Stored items

------------------------------

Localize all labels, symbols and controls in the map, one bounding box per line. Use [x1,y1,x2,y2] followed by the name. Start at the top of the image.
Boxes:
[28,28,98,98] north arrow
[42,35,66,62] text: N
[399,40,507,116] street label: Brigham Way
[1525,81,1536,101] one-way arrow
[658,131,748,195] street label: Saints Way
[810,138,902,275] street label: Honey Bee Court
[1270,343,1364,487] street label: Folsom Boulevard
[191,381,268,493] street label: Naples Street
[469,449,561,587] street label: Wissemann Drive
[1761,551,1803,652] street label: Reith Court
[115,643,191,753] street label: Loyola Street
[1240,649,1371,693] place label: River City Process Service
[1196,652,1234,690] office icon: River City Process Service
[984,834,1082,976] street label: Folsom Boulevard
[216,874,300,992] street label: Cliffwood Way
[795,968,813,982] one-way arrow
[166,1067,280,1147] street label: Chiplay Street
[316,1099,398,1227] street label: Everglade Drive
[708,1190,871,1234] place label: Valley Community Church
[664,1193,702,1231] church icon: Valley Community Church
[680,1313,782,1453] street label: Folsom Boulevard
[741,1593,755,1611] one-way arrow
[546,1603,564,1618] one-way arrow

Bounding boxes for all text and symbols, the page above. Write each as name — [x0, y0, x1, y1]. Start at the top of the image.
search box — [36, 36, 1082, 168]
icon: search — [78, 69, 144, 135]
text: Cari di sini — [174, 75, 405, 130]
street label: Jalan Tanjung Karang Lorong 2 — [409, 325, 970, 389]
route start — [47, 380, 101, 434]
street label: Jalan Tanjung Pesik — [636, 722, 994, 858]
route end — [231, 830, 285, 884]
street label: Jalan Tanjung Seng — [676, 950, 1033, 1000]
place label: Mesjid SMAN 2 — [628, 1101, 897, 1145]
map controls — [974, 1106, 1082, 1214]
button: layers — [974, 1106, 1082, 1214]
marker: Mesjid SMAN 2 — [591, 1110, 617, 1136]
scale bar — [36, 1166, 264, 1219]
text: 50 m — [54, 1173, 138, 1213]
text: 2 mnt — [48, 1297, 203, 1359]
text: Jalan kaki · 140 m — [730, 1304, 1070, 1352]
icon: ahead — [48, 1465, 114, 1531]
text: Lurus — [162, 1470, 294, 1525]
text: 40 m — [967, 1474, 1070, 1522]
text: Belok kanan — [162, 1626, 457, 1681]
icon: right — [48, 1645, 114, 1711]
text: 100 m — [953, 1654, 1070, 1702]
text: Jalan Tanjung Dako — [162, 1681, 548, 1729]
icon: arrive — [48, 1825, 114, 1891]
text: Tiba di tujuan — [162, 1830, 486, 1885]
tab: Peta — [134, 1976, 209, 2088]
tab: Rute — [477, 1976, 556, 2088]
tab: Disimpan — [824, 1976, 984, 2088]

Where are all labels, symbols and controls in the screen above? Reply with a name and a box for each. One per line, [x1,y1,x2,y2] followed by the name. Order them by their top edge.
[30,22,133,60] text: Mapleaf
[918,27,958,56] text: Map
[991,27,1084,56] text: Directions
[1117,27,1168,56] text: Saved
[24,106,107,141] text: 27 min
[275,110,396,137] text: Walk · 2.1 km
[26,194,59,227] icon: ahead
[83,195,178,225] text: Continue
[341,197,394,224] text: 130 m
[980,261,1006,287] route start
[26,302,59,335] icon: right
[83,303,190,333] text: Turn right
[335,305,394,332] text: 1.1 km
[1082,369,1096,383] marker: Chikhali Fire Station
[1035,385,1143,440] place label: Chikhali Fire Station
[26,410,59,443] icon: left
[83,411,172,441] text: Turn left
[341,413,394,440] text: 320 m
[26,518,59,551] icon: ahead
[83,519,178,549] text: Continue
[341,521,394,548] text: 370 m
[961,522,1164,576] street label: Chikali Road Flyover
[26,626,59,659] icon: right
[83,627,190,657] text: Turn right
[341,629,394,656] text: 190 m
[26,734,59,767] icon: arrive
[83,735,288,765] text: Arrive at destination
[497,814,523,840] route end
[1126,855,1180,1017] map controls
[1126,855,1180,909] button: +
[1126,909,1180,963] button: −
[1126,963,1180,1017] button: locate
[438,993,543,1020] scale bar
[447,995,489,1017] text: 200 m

------------------------------

Task statement: All lines in the records above that contain "Service" are to be reported.

Task answer:
[1240,649,1371,693] place label: River City Process Service
[1196,652,1234,690] office icon: River City Process Service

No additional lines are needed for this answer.